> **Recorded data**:

[Start of section]

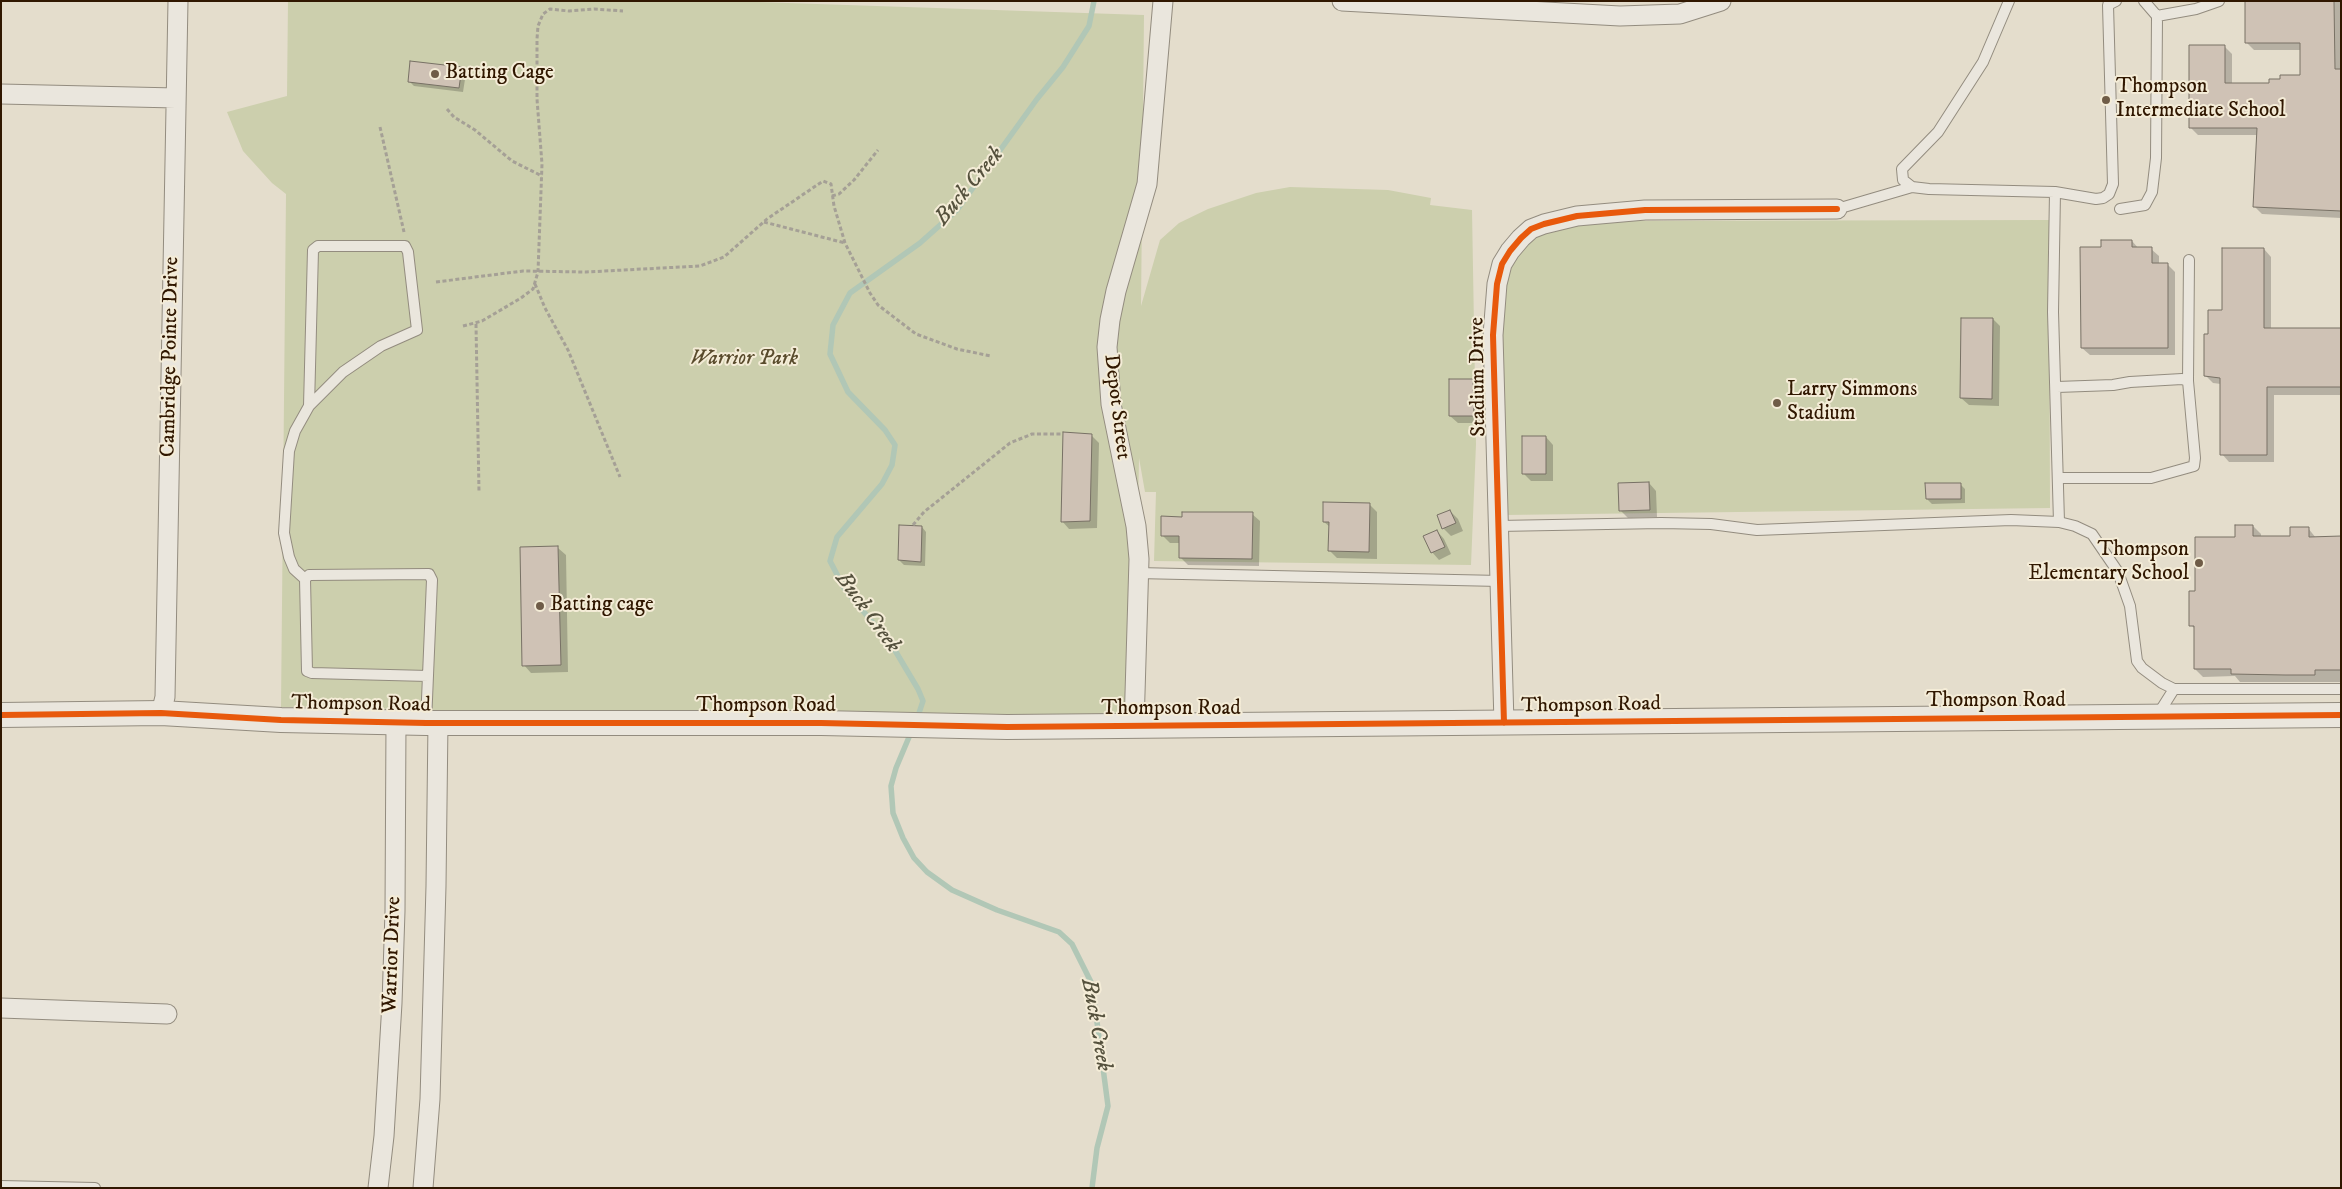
<!DOCTYPE html>
<style>
body{margin:0}
#map{position:relative;width:2342px;height:1189px;overflow:hidden;background:#e4ddcc;font-family:"IM FELL DW Pica",serif}
canvas{display:block}
.frame{position:absolute;inset:0;border:2px solid #301700;pointer-events:none}
</style>
<div id="map">
<canvas width="2342" height="1189"></canvas>
<div class="frame"></div>
</div>
<script>
const c = document.querySelector('canvas').getContext('2d');
c.lineJoin = 'round';
function fillPath(path, color) { c.fillStyle = color; c.fill(path, 'evenodd'); }
const poly = rows => new Path2D(rows.map(r => 'M' + r).join(''));
function stroke(path, color, width, dash) { c.strokeStyle = color; c.lineWidth = width; c.lineCap = dash ? 'butt' : 'round'; c.setLineDash(dash || []); c.stroke(path); }
function drawText(font, color, halo, rows, align = 'center') {
  c.font = font + ' "IM FELL DW Pica",serif'; c.lineWidth = 4; c.setLineDash([]); c.textBaseline = 'middle'; c.strokeStyle = halo; c.fillStyle = color; for (const [text, x, y, turn = 0] of rows) {
    c.save(); c.translate(x, y); c.rotate((+turn || 0) * Math.PI / 180); c.textAlign = isNaN(turn) ? turn : align; if (halo) c.strokeText(text, 0, 0); c.fillText(text, 0, 0); c.restore();
  }
}
fillPath(poly([
 [288,1,728,1,1144,15,1141,306,1160,240,1179,223,1208,209,1256,193,1290,187,1388,190,1431,198,1430,205,1472,210,1476,444,1471,565,1154,561,1156,492,1145,492,1139,458,1134,727,281,707,286,194,272,183,243,151,227,112,287,96],
 [2049,220,2050,508,1504,515,1502,298,1507,265,1536,236,1589,221]
]), '#cccfad');
fillPath(poly([
 [2246,1,2341,1,2341,135,2198,135,2191,128,2224,46,2232,54,2232,84,2270,84,2301,76,2301,50,2254,50,2246,42],
 [461,68,466,73,463,92,414,86,409,81],
 [2341,157,2341,218,2262,214,2255,207],
 [2132,241,2139,249,2151,249,2159,256,2159,264,2167,264,2175,272,2175,355,2090,355,2082,348,2102,248],
 [2264,249,2271,257,2271,329,2341,329,2341,395,2274,395,2274,462,2229,462,2222,454,2221,384,2213,383,2205,375,2210,335],
 [1993,319,2000,326,1999,406,1969,405,1961,398],
 [1473,380,1480,388,1481,423,1458,423,1450,416],
 [1091,435,1099,443,1097,528,1069,529,1062,521],
 [1546,437,1553,445,1553,481,1531,481,1523,473],
 [1649,483,1656,491,1657,517,1628,518,1620,510],
 [1960,484,1965,489,1965,503,1932,504,1927,499],
 [1369,504,1377,512,1377,559,1337,558,1330,551,1330,527,1324,522],
 [1450,511,1458,519,1463,531,1451,536,1443,528],
 [1252,514,1260,521,1259,566,1188,565,1180,557,1180,543,1170,543,1162,535,1183,518],
 [2253,526,2261,534,2261,538,2291,538,2308,528,2316,538,2341,538,2341,682,2240,682,2235,676,2203,677,2195,669,2195,629,2191,625,2196,592,2236,538],
 [922,527,926,532,925,566,904,565,899,560],
 [1437,531,1444,539,1451,554,1439,560,1432,552],
 [558,548,566,555,568,672,531,673,524,665]
]), '#0003');
stroke(poly([
 [917,719,923,701,918,689,893,647,844,588,830,561,837,537,882,484,892,465,895,445,885,430,848,392,830,354,833,325,850,293,920,243,957,210,1037,99,1063,67,1089,26,1094,1],
 [912,730,896,768,891,786,893,813,903,838,914,858,927,872,952,890,997,910,1059,932,1072,944,1092,984,1108,1106,1097,1148,1092,1188]
]), '#b1c7b6', 5.5);
const building = poly([
 [2245,1,2334,1,2335,69,2341,69,2341,211,2253,207,2257,128,2189,128,2189,45,2225,45,2225,83,2269,83,2269,79,2280,79,2280,75,2300,75,2300,43,2245,43,2245,1],
 [410,61,462,67,459,88,408,82,410,61],
 [2101,240,2132,240,2132,247,2152,247,2152,263,2168,263,2168,348,2081,348,2080,247,2101,247,2101,240],
 [2222,248,2264,248,2264,328,2341,328,2341,387,2267,387,2267,455,2220,455,2220,378,2204,376,2204,334,2208,334,2208,310,2222,310,2222,248],
 [1961,318,1993,318,1992,399,1960,398,1961,318],
 [1449,379,1473,379,1474,416,1449,416,1449,379],
 [1063,432,1092,434,1090,521,1061,522,1063,432],
 [1522,436,1546,436,1546,474,1522,474,1522,436],
 [1649,482,1650,510,1619,511,1618,483,1649,482],
 [1925,483,1961,483,1961,499,1926,499,1925,483],
 [1323,502,1370,503,1369,552,1328,551,1329,522,1323,522,1323,502],
 [1450,510,1456,523,1442,529,1437,515,1450,510],
 [1182,512,1253,512,1252,559,1179,558,1179,536,1161,536,1161,516,1182,517,1182,512],
 [899,525,922,526,921,562,898,560,899,525],
 [2235,525,2253,525,2253,536,2290,536,2290,527,2309,527,2309,537,2341,536,2341,670,2315,670,2315,675,2285,675,2231,674,2231,669,2194,669,2194,626,2189,626,2189,591,2195,591,2195,537,2235,537,2235,525],
 [1437,530,1445,547,1431,553,1423,536,1437,530],
 [558,546,561,665,522,666,520,547,558,546]
]);
fillPath(building, '#cfc2b5');
stroke(building, '#787165', 1);
const service = poly([
 [2009,1,1983,62,1938,132,1902,169,1903,180,1912,187,1929,189,2055,192,2096,199,2103,198,2109,194,2113,184,2108,5,2116,1],
 [2157,16,2196,9,2219,1],
 [2055,192,2053,312,2059,522],
 [1837,209,1912,187],
 [2120,209,2145,205,2152,192,2156,158,2157,16,2144,1],
 [2188,381,2189,260],
 [2057,387,2113,385,2130,382,2182,379,2188,381,2195,458,2194,466,2151,478,2059,478],
 [1498,526,1661,523,1711,524,1757,530,2011,520,2059,522,2075,526,2092,534,2118,572,2130,606,2137,661,2142,668,2162,683,2174,689],
 [1137,573,1500,581],
 [305,579,294,569,289,557,284,533,289,451,295,431,309,406,343,372,381,346,417,330,408,252,405,246,318,246,313,250,309,406],
 [2157,716,2174,689,2341,689],
 [426,723,432,580,429,574,309,575,305,579,307,671,312,673,428,676],
 [1,1186,95,1188]
]);
const minor = poly([
 [1342,1,1620,16,1680,14,1721,1],
 [1,94,176,98],
 [161,713,165,697,178,1],
 [1504,723,1493,335,1497,284,1502,264,1510,251,1521,238,1531,229,1544,224,1577,216,1645,210,1837,209],
 [1134,727,1139,559,1136,526,1111,404,1107,347,1110,320,1116,291,1147,184,1163,1],
 [1,1008,167,1014],
 [378,1188,384,1136,392,1003,395,911,396,722],
 [423,1188,430,1099,436,886,438,722]
]);
const tertiary = poly([
 [1,715,161,713,281,720,426,723,821,723,1007,727,2341,715]
]);
stroke(service, '#938c7f', 12);
stroke(minor, '#938c7f', 21);
stroke(tertiary, '#938c7f', 26);
stroke(poly([
 [447,109,454,117,475,130,512,161,542,176],
 [380,127,404,232],
 [832,196,839,194,854,180,878,150],
 [764,222,845,243],
 [436,282,523,271,586,272,700,266,724,257,767,219,823,181,831,184,834,206,845,243,870,293,878,305,916,334,957,349,991,356],
 [535,284,545,308,568,350,620,477],
 [476,324,479,492],
 [463,326,482,321,521,298,533,289,538,272,542,164,537,99,537,39,538,26,543,14,550,9,569,11,594,9,623,11],
 [913,525,924,512,1010,443,1032,434,1061,434]
]), '#a5a096', 3, [4, 2.5]);
stroke(service, '#eae6dd', 10);
stroke(minor, '#eae6dd', 19);
stroke(tertiary, '#eae6dd', 24);
stroke(poly([
 [1,715,161,713,281,720,426,723,821,723,1007,727,2341,715],
 [1504,723,1493,335,1497,284,1502,264,1510,251,1521,238,1531,229,1544,224,1577,216,1645,210,1837,209]
]), '#e8590c', 6);
for (const [x, y, r, color] of [
 [435,74,5,"#6f5c47"],
 [2106,100,5,"#6f5c47"],
 [1777,403,5,"#6f5c47"],
 [2199,563,5,"#6f5c47"],
 [540,606,5,"#6f5c47"]
]) { const dot = new Path2D(); dot.arc(x, y, r, 0, 2 * Math.PI); c.fillStyle = color; c.fill(dot); stroke(dot, '#f4ecd7', 2); }
drawText('21px', '#301700', '#f4ecd7', [
 ["Batting Cage",445,74],
 ["Thompson",2116,88],
 ["Intermediate School",2116,112],
 ["Larry Simmons",1787,391],
 ["Stadium",1787,415],
 ["Thompson",2189,551,"right"],
 ["Elementary School",2189,575,"right"],
 ["Batting cage",550,606]
], 'left');
drawText('21px', '#301700', '#f4ecd7', [
 ["Cambridge Pointe Drive",171,357,-89],
 ["Stadium Drive",1479,377,-91],
 ["Depot Street",1116,407,83],
 ["Thompson Road",1996,702],
 ["Thompson Road",361,705,1],
 ["Thompson Road",1591,706,-1],
 ["Thompson Road",766,707],
 ["Thompson Road",1171,710],
 ["Warrior Drive",393,955,-88]
]);
drawText('italic 21px', '#594b2c', '#f4ecd7', [
 ["Warrior Park",744,360]
]);
drawText('italic 22px', '#55513d', '#f4ecd7', [
 ["Buck Creek",970,187,-50],
 ["Buck Creek",867,613,54],
 ["Buck Creek",1095,1025,80]
]);
</script>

[End of section]

> **What the task requires**: Find the word "poly" in the entries, then copy out every line that has it.

> **Task output**:
const poly = rows => new Path2D(rows.map(r => 'M' + r).join(''));
fillPath(poly([
fillPath(poly([
stroke(poly([
const building = poly([
const service = poly([
const minor = poly([
const tertiary = poly([
stroke(poly([
stroke(poly([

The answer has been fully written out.